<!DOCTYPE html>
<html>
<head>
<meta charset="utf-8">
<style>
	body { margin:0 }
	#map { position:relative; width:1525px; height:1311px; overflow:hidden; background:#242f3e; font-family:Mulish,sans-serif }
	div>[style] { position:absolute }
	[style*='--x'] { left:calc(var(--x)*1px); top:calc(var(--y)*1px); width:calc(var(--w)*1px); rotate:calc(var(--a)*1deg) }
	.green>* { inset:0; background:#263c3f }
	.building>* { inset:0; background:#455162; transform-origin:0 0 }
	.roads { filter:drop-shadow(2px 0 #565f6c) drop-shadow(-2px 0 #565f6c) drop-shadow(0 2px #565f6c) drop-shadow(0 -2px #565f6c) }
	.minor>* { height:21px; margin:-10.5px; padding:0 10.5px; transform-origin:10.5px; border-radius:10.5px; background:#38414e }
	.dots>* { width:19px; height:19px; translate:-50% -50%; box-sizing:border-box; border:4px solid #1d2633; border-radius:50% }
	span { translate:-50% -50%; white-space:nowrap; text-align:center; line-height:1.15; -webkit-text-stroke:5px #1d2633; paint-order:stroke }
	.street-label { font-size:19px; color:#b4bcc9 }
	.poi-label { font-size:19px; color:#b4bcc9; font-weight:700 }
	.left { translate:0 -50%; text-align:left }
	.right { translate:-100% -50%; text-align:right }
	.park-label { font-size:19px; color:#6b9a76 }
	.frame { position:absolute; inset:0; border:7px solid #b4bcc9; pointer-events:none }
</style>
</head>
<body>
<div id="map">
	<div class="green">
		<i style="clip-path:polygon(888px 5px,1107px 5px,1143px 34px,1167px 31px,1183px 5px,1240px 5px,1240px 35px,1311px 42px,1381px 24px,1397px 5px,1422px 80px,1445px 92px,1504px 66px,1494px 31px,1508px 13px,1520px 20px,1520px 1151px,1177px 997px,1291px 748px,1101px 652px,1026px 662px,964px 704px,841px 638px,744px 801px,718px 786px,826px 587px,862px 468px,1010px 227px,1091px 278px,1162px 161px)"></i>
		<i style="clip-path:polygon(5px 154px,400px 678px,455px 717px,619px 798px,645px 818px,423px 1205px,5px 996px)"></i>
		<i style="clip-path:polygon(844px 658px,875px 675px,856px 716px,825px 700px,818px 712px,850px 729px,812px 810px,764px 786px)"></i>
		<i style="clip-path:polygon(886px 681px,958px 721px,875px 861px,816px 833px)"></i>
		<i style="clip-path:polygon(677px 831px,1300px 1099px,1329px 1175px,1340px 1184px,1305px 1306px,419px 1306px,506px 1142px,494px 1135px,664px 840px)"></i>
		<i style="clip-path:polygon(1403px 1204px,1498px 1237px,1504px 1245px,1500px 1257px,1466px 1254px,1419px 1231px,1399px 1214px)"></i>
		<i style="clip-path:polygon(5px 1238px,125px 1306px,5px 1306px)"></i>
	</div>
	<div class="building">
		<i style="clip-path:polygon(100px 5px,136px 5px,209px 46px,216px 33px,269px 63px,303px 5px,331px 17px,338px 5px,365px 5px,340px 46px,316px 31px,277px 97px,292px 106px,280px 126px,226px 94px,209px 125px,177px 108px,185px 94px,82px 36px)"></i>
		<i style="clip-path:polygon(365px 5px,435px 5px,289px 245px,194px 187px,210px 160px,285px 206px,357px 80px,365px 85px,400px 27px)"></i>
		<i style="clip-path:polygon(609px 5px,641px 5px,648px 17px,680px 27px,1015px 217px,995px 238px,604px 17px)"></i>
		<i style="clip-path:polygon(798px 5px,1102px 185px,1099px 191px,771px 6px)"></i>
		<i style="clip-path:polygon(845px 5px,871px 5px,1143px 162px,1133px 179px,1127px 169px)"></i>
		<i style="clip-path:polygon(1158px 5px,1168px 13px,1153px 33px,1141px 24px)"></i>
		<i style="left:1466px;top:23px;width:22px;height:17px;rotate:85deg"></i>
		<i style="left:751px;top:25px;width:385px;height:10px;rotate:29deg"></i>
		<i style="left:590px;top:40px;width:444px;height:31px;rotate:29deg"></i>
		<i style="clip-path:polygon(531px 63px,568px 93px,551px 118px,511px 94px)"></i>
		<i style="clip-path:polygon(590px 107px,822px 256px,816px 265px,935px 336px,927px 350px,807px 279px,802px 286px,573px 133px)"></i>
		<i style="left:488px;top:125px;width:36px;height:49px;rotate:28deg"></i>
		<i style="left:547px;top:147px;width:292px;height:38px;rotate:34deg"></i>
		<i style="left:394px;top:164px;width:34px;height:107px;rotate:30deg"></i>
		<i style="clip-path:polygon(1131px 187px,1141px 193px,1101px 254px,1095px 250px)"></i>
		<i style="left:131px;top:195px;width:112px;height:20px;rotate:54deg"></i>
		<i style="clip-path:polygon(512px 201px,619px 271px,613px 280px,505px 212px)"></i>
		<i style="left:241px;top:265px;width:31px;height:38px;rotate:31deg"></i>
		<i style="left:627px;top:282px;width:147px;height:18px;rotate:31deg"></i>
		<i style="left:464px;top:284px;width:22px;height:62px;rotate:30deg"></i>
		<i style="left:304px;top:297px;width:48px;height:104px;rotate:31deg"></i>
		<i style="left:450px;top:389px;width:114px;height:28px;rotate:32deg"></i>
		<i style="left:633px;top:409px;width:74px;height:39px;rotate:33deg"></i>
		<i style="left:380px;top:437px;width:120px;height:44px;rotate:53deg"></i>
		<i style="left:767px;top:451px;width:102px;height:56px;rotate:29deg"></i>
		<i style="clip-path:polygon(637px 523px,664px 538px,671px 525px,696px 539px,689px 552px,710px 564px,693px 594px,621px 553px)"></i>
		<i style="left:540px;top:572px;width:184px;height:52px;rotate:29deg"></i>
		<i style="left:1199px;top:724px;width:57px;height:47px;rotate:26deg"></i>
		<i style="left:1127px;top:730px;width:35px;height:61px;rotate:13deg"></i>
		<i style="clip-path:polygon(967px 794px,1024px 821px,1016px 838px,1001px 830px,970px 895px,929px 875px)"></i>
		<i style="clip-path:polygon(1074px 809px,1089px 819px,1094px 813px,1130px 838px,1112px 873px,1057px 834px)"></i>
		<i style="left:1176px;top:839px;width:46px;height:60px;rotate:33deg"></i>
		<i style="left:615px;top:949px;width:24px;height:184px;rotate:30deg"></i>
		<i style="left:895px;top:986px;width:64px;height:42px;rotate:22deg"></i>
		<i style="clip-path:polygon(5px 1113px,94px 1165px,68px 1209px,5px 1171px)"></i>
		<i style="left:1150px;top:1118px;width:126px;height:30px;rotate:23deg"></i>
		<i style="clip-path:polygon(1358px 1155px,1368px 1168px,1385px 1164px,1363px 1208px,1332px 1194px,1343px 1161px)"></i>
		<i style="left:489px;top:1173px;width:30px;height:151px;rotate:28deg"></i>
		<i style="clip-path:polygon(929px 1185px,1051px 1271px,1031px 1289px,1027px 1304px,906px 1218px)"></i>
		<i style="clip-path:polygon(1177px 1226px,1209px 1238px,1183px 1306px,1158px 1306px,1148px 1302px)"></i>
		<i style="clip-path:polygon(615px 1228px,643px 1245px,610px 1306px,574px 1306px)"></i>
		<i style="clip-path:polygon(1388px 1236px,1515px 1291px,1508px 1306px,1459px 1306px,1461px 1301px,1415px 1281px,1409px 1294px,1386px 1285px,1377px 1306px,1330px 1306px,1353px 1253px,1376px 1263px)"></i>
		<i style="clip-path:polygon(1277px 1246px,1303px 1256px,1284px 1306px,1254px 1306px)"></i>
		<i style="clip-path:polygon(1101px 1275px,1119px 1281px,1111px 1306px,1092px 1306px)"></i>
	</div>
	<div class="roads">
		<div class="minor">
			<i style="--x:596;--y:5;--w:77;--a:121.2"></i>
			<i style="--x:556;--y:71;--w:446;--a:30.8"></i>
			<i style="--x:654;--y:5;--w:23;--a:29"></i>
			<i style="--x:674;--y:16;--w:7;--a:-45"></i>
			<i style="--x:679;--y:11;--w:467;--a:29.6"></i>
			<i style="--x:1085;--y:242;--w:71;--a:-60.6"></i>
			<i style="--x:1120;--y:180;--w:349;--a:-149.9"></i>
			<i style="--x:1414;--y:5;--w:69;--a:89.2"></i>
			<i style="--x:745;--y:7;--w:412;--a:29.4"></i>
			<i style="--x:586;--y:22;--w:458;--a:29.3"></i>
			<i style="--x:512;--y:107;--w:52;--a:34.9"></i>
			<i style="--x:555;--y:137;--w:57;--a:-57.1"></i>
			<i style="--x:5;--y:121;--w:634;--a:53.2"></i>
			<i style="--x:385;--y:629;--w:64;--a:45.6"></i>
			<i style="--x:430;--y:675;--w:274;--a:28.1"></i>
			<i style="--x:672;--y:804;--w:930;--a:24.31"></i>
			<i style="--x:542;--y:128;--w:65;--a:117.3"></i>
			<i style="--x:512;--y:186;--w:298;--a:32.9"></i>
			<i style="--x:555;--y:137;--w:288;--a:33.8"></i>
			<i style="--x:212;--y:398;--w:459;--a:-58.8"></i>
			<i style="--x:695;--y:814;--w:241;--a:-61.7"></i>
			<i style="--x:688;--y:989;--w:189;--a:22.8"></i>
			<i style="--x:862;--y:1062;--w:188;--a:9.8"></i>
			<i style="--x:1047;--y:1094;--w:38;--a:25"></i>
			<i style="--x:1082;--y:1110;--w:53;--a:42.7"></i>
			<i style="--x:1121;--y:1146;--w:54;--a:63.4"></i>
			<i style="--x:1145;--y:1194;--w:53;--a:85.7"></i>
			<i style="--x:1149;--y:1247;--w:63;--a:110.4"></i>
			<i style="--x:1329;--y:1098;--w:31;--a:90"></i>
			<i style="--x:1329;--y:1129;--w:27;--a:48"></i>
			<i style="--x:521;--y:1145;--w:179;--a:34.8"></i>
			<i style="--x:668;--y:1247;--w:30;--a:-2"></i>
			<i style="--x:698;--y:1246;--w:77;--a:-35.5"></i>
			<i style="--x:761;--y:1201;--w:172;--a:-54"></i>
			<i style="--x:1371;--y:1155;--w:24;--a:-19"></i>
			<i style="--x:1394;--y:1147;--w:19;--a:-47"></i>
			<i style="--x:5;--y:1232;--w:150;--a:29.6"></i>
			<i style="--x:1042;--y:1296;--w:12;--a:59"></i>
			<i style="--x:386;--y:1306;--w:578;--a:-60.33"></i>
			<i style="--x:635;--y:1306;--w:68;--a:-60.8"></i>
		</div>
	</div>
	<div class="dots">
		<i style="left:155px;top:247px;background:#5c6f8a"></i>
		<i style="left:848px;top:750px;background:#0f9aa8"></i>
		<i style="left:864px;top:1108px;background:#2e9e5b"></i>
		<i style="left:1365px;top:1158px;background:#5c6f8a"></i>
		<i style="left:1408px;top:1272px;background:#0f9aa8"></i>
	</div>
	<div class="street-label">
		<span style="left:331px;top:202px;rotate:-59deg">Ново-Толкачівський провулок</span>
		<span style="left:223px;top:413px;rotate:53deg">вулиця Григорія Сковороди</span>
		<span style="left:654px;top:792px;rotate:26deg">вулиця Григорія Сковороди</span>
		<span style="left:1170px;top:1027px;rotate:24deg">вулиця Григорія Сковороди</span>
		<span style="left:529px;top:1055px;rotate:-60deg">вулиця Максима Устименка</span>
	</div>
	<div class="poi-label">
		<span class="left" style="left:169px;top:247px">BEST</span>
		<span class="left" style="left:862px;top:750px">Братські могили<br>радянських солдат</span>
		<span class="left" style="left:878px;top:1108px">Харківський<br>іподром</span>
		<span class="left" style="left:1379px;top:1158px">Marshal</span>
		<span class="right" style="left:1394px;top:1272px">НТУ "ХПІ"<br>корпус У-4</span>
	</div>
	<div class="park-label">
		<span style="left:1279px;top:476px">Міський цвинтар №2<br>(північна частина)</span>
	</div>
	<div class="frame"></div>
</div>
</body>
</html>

▬▬▬

■ WHAT IS EXPECTED: With the line holding "inset:0; background:#455162; transform-origin:0" as the first and the line holding "filter:drop-shadow(2px 0 #565f6c)" as the last, please transcribe exactly the lines of the material above in that range and nothing else.

■ TASK RESULT:
	.building>* { inset:0; background:#455162; transform-origin:0 0 }
	.roads { filter:drop-shadow(2px 0 #565f6c) drop-shadow(-2px 0 #565f6c) drop-shadow(0 2px #565f6c) drop-shadow(0 -2px #565f6c) }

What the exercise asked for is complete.